You are viewing a plain text version of this content. The canonical link for it is here.

Posted to dev@lucene.apache.org by Shai Erera <se...@gmail.com> on 2010/04/01 06:03:49 UTC

Parallel tests in Benchmark

Hi

I'd like to summarize a discussion I had w/ Robert and Mike last night on
IRC, about the parallelism of tasks in Benchmark:

For some reason, ever since parallel tasks were introduced, when I run 'ant
test' from the contrib/benchmark folder (or the root), the tests just hang
at some point, after WriteLineDocTaskTest finishes. What's very weird is
that it seems I'm the only one experiencing this, and so for a long time I
thought it's just a problem w/ my environment ... until yesterday when I did
a fresh checkout of trunk, to a fresh folder and project, and still the
tests stuck.

Thread dump does not show anything relevant to Lucene code, but rather to
Ant. The main thread is waiting on
org/apache/tools/ant/taskdefs/Parallel.spinThreads, another on
org/apache/tools/ant/taskdefs/Execute.waitFor and two other on
java/io/FileInputStream.read. But nothing is related to Lucene code,
directly. Also annoyingly, but conveniently for debugging that issue, it
happens very consistently on my machine - sometimes the test passes, but 90%
hangs.
Running w/ -Drunsequential=1 consistently succeeds.

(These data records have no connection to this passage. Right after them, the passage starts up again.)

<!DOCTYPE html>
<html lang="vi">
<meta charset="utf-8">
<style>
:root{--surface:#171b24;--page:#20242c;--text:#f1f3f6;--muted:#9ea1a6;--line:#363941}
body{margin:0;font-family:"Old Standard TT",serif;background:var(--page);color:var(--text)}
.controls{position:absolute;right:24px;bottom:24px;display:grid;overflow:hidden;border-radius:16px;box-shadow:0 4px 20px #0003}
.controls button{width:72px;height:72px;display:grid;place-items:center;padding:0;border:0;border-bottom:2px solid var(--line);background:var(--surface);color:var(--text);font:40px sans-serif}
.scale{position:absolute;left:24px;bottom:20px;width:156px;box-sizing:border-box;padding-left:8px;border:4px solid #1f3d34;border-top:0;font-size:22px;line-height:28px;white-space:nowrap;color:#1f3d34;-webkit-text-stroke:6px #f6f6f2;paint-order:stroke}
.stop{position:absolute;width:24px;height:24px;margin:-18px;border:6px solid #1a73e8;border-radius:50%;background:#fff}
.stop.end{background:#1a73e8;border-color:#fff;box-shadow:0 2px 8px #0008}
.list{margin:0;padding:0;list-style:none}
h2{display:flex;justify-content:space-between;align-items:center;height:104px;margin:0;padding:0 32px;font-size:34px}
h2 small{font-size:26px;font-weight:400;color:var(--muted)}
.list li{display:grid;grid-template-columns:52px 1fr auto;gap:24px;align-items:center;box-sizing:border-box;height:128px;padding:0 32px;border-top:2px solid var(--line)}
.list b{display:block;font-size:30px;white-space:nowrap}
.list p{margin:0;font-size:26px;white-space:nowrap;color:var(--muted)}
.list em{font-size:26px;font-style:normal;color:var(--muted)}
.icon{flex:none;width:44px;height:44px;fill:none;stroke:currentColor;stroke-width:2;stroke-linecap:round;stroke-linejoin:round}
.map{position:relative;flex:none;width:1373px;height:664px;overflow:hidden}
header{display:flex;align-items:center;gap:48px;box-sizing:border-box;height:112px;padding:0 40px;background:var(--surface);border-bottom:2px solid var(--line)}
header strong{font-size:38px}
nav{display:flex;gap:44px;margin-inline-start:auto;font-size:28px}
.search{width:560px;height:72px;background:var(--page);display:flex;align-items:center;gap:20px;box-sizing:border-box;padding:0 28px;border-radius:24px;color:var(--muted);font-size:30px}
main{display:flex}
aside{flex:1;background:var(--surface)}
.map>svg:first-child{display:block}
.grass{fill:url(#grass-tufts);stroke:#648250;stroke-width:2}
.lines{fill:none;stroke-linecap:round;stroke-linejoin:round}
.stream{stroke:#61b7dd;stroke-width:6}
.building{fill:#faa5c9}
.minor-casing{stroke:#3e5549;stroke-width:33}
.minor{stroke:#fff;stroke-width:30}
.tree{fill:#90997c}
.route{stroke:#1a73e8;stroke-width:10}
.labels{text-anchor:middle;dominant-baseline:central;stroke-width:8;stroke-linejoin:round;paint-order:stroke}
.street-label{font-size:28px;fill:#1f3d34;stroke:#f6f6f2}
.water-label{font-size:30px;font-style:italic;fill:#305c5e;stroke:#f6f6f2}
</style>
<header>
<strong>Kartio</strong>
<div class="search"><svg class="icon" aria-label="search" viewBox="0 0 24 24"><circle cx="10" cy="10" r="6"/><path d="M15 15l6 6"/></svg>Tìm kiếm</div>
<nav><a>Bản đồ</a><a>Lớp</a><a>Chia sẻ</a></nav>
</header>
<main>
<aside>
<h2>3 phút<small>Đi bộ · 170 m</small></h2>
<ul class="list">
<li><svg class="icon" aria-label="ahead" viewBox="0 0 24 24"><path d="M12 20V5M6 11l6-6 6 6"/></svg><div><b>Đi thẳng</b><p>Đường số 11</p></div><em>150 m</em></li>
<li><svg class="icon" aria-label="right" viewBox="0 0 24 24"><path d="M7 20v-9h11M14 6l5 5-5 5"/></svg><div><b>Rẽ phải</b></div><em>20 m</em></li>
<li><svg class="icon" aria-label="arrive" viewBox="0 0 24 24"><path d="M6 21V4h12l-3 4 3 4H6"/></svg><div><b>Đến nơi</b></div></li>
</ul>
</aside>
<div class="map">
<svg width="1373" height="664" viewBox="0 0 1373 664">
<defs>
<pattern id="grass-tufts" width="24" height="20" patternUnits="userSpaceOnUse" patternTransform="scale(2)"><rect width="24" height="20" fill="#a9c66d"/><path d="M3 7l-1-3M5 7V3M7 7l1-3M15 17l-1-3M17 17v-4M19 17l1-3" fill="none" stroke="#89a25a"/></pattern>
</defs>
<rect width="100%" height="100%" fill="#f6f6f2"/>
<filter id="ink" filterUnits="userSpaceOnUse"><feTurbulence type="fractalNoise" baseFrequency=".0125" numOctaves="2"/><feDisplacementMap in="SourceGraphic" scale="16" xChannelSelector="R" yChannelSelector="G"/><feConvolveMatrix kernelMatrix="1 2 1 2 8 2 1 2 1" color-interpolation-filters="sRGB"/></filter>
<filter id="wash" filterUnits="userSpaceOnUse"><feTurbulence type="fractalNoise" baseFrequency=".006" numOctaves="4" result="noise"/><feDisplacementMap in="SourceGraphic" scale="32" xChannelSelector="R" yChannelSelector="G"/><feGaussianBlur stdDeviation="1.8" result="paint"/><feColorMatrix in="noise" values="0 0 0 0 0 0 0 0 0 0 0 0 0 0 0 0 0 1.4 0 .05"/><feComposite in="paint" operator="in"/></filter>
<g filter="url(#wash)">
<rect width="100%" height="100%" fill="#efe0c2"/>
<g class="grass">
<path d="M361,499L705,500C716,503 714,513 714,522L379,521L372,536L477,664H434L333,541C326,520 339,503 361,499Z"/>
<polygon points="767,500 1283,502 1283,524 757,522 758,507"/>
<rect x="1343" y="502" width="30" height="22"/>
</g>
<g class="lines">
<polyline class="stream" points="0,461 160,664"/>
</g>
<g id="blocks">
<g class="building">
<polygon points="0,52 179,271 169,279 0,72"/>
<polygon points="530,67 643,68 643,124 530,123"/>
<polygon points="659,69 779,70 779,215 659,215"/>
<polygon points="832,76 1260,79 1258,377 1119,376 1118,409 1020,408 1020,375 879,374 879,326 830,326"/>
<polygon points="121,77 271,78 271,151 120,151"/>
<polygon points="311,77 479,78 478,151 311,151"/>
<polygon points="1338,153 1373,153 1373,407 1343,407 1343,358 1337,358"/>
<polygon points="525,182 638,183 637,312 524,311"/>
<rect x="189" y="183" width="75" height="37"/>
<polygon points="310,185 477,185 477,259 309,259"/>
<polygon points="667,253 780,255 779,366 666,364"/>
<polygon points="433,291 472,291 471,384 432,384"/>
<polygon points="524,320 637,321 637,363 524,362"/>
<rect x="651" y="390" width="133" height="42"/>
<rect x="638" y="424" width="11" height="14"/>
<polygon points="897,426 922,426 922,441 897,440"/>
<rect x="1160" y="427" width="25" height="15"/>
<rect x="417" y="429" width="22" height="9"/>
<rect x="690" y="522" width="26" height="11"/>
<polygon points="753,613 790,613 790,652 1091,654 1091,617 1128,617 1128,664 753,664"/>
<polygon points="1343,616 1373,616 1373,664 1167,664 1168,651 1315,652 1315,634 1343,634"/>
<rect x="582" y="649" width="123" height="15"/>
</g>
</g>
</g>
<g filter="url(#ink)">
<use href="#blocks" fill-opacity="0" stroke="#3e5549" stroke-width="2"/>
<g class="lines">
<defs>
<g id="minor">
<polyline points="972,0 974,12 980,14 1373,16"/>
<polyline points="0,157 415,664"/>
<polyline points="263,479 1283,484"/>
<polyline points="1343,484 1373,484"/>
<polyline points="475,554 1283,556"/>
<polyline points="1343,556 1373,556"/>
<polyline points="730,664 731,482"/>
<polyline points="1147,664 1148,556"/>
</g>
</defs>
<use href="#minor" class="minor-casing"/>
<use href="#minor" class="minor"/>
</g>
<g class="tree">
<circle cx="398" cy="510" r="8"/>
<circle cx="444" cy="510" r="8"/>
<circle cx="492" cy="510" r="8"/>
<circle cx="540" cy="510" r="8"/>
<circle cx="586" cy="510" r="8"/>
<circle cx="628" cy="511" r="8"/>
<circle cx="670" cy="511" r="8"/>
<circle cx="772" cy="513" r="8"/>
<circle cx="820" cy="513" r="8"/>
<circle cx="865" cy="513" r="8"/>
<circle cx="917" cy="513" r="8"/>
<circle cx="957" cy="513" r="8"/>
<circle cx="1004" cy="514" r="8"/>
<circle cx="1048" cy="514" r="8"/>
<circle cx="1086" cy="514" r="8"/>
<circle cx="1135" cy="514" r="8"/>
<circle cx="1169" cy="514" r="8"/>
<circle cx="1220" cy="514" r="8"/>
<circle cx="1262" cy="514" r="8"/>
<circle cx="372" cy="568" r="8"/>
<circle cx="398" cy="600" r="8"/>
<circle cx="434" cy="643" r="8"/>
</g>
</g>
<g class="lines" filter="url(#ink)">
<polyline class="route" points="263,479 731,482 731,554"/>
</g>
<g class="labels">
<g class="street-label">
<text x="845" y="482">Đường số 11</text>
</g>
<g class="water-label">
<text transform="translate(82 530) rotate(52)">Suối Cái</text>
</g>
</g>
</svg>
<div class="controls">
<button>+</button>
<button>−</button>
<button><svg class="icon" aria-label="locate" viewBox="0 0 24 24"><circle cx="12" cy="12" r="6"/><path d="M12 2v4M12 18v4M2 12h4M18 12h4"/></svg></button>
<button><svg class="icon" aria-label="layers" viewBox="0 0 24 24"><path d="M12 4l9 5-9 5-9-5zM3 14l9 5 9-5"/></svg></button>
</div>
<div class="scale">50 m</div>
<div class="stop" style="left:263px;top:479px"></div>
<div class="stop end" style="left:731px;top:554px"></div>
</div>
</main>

We've explored different ways to understand the cause of the problem, and
came across several improvements and a workaround, but unfortunately not to
a definite resolution:

* As a last resort, we can add runsequential property to benchmark
build.xml, which forces Benchmark tests to run sequentially. Since that's a
tiny package which takes a few seconds to run anyway, and parallelism
doesn't improve much (it actually runs slower, when it passes, on my
machine: parallel=15 sec, seq=11 sec), this might be acceptable.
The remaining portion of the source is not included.